§ Data for the task

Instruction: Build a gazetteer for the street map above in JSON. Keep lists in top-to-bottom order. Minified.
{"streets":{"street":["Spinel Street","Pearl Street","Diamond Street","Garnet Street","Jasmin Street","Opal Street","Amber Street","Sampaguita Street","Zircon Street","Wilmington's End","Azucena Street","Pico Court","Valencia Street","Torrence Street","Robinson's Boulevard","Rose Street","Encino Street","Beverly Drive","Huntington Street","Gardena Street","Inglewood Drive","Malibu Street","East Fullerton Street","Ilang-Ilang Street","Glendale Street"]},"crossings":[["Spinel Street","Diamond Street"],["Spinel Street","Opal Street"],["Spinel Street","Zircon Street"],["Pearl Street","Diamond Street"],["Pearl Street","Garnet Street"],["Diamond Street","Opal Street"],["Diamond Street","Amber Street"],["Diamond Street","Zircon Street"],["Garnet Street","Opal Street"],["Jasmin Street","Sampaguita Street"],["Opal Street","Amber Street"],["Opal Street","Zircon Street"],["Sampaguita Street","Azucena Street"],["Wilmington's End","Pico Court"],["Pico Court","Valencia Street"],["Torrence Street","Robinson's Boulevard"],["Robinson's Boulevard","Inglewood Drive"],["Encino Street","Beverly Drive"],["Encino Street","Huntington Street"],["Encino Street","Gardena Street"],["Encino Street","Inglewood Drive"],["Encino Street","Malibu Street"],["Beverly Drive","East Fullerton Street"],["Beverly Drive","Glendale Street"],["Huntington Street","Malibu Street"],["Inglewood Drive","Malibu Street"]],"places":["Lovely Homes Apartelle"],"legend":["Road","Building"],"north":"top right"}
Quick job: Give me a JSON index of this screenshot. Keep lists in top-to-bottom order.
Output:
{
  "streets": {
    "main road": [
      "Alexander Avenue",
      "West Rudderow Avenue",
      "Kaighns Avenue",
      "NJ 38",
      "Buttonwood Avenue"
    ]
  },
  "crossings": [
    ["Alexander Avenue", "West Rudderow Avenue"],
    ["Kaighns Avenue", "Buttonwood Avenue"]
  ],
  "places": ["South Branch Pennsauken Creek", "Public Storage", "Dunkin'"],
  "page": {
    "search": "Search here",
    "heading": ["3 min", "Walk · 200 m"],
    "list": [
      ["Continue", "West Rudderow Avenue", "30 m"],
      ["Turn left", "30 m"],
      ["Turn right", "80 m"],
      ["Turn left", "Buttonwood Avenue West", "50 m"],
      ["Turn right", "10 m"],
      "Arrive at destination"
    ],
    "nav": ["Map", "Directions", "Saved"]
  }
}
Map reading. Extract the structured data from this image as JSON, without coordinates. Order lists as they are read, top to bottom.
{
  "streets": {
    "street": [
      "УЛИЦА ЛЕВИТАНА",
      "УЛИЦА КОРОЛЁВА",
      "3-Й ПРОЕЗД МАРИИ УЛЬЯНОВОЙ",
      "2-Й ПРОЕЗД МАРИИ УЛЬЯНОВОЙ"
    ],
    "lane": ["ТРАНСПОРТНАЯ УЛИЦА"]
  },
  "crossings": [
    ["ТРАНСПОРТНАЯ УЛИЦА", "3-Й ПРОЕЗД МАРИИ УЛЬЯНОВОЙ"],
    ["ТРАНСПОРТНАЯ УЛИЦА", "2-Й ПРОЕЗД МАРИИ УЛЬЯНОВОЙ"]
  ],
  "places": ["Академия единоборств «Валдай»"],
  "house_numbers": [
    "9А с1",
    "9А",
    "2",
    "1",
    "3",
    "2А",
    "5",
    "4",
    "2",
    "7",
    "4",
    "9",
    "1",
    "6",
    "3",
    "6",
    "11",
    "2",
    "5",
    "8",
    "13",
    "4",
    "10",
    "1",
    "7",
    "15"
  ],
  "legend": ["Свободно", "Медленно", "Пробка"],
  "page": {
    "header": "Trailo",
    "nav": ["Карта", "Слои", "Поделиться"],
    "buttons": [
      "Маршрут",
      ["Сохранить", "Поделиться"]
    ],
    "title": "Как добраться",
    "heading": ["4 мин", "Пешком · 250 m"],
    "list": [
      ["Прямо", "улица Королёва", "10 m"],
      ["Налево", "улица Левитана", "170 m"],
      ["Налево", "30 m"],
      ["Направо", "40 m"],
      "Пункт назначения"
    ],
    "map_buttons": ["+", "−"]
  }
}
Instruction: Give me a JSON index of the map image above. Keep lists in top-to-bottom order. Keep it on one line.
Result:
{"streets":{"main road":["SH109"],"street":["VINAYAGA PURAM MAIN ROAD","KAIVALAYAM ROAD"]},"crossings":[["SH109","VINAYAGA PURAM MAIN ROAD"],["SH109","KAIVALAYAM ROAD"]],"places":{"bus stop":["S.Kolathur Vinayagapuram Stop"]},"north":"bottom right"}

§ Exercise objective
Please repeat the line that contains "Instruction: Give me" and every line after it through the end of the material above, exactly and with nothing added.

§ The answer
Instruction: Give me a JSON index of the map image above. Keep lists in top-to-bottom order. Keep it on one line.
Result:
{"streets":{"main road":["SH109"],"street":["VINAYAGA PURAM MAIN ROAD","KAIVALAYAM ROAD"]},"crossings":[["SH109","VINAYAGA PURAM MAIN ROAD"],["SH109","KAIVALAYAM ROAD"]],"places":{"bus stop":["S.Kolathur Vinayagapuram Stop"]},"north":"bottom right"}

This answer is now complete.